It's well worth the effort to prepare this spectacular tart, which is best made and served the same day. A friend gave me the recipe, and it always receives rave reviews at gatherings. —Susan Terzakis, Andover, Massachusetts
- 3/4 cup butter, softened
- 1/2 cup confectioners' sugar
- 1-1/2 cups all-purpose flour
- 1 package (10 to 12 ounces) vanilla or white chips, melted and cooled
- 1/4 cup heavy whipping cream
- 1 package (8 ounces) cream cheese, softened
- 1/2 cup pineapple juice
- 1/4 cup sugar
- 1 tablespoon cornstarch
- 1/2 teaspoon lemon juice
- 1 pint fresh strawberries, sliced
- 1 cup fresh blueberries
- 1 cup fresh raspberries
- In a large bowl, cream butter and confectioners' sugar until light and fluffy. Beat in flour (mixture will be crumbly). Pat onto a greased 12-in. pizza pan. Bake at 300° for 25-28 minutes or until lightly browned. Cool.
- In another bowl, beat melted chips and cream until smooth. Beat in cream cheese until smooth. Spread over crust. Chill for 30 minutes.
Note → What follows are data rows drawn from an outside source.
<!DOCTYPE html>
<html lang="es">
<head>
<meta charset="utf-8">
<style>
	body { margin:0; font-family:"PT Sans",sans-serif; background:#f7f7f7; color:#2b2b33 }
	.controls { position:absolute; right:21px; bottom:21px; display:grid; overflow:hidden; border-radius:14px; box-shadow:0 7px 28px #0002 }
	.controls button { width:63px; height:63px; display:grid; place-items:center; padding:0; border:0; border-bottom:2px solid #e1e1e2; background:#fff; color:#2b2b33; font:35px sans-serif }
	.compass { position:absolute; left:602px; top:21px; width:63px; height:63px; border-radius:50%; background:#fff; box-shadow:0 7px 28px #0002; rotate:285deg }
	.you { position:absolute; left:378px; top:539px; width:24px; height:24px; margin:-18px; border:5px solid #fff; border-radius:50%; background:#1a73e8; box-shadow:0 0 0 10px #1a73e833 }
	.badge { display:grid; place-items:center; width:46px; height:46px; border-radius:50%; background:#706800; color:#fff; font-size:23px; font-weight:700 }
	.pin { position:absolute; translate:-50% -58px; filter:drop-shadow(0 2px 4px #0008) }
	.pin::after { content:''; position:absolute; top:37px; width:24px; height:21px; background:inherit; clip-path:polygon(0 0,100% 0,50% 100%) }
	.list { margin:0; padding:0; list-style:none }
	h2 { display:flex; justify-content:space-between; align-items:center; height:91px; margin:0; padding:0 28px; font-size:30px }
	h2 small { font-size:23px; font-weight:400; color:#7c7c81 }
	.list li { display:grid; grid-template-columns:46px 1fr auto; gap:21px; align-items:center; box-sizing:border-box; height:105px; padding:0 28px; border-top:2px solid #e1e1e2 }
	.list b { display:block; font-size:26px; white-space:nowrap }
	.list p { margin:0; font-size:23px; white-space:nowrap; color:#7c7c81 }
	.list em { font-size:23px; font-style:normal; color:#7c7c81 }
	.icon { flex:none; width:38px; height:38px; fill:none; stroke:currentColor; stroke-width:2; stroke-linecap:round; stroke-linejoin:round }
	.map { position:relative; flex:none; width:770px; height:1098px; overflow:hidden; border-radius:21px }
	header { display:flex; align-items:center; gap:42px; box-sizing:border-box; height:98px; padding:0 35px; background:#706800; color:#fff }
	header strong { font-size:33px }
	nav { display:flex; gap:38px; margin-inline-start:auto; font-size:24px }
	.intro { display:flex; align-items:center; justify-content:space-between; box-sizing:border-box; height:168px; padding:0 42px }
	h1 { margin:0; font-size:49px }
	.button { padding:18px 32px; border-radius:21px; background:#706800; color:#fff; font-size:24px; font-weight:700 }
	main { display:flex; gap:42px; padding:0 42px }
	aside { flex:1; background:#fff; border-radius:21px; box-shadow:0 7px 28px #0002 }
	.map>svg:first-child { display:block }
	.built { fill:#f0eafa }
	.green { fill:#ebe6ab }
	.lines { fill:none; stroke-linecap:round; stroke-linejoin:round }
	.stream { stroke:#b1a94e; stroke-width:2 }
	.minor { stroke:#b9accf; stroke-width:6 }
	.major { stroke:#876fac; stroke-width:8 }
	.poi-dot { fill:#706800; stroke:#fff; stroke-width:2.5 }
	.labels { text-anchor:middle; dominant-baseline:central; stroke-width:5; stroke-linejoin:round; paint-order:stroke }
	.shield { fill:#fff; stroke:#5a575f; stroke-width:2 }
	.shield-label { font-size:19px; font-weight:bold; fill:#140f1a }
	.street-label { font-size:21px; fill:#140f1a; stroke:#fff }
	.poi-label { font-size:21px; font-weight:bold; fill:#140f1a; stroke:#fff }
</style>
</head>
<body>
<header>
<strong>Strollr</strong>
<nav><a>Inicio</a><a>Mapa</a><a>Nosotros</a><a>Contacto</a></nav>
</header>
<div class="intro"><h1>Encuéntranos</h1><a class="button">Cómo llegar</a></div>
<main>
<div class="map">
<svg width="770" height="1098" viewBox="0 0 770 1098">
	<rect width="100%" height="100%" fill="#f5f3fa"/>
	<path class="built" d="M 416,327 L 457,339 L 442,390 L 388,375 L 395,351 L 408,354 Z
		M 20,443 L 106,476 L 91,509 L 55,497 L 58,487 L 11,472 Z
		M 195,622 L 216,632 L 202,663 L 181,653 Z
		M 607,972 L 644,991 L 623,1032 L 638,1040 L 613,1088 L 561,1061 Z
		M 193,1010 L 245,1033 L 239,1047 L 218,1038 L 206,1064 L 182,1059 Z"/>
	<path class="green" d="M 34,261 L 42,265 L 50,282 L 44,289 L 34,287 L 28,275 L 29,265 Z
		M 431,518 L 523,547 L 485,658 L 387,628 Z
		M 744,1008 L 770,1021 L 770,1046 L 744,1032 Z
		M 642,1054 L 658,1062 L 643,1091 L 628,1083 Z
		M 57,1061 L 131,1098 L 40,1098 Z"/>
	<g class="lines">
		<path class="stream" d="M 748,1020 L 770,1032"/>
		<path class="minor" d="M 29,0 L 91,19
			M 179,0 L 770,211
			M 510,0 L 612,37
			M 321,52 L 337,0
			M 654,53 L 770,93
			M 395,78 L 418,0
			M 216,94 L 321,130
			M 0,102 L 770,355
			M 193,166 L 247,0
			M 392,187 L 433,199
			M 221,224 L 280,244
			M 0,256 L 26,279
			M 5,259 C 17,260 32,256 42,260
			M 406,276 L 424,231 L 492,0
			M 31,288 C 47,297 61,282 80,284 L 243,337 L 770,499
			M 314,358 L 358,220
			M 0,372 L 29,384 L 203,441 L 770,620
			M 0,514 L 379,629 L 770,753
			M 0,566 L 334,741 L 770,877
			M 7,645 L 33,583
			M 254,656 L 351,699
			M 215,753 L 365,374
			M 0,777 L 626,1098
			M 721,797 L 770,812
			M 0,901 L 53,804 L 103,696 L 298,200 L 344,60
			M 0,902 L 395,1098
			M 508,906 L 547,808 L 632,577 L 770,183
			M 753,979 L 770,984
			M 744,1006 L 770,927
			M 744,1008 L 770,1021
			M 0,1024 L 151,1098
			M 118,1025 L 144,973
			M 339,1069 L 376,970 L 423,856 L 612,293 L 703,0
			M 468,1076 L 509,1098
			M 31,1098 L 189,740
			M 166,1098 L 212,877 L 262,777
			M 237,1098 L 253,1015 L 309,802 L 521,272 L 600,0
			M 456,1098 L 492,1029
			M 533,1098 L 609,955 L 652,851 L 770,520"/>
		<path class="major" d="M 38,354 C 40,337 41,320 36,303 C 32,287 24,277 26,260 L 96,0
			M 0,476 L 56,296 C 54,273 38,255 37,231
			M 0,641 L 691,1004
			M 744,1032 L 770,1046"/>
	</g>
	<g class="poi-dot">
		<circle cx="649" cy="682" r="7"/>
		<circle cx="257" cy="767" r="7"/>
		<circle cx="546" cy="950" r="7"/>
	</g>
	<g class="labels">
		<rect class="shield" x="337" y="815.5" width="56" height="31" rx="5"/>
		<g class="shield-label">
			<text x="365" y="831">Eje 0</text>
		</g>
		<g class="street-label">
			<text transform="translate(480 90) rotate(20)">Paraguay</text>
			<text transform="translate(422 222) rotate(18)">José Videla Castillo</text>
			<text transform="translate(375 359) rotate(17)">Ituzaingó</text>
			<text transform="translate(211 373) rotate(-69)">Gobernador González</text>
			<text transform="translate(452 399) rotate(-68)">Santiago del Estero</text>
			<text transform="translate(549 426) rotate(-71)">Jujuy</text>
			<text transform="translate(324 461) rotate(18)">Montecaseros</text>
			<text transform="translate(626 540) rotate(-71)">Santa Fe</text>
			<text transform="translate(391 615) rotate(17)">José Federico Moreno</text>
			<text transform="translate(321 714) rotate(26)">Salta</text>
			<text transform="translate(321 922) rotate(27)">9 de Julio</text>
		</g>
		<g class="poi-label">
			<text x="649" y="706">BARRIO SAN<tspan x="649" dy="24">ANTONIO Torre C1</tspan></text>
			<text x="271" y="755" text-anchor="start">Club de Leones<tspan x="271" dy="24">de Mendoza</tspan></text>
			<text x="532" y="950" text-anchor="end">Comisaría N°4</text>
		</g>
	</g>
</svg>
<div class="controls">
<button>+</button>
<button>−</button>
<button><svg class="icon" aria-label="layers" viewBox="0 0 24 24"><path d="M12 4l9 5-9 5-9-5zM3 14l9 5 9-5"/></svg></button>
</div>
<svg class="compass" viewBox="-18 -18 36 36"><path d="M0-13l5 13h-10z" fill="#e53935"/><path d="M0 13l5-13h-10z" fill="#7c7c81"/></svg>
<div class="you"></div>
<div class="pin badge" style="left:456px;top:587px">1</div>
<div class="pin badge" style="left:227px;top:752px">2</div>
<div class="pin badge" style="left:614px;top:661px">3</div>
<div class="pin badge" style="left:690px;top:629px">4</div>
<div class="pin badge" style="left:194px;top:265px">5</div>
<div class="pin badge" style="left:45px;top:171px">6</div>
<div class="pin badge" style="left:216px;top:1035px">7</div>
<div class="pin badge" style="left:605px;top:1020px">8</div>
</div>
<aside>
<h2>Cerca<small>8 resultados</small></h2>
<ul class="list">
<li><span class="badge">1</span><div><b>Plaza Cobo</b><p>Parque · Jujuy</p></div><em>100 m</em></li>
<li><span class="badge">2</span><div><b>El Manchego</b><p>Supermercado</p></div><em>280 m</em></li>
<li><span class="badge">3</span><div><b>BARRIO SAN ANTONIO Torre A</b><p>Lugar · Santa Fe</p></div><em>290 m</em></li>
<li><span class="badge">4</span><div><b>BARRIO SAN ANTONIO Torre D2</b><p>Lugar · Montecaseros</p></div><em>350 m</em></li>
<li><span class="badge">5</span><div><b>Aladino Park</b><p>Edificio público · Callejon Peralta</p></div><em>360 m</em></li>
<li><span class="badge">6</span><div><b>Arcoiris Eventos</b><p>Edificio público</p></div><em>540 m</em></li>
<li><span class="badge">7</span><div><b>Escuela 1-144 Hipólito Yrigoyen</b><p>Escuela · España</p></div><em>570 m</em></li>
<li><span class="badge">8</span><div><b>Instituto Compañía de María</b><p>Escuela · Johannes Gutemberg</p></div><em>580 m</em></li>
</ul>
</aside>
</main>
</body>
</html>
- For glaze, in a small saucepan, combine the pineapple juice, sugar, cornstarch and lemon juice. Bring to a boil over medium heat; cook and stir for 2 minutes or until thickened. Cool.
- Arrange berries over cream cheese layer; brush with glaze. Chill for 1 hour before serving. Store in the refrigerator. Yield: 12-16 servings.
Originally published as Vanilla Cream Fruit Tart in Taste of Home June/July 1996, p25
Sweet White Wine
Enjoy this recipe with a sweet white wine such as Moscato or a sweet Riesling.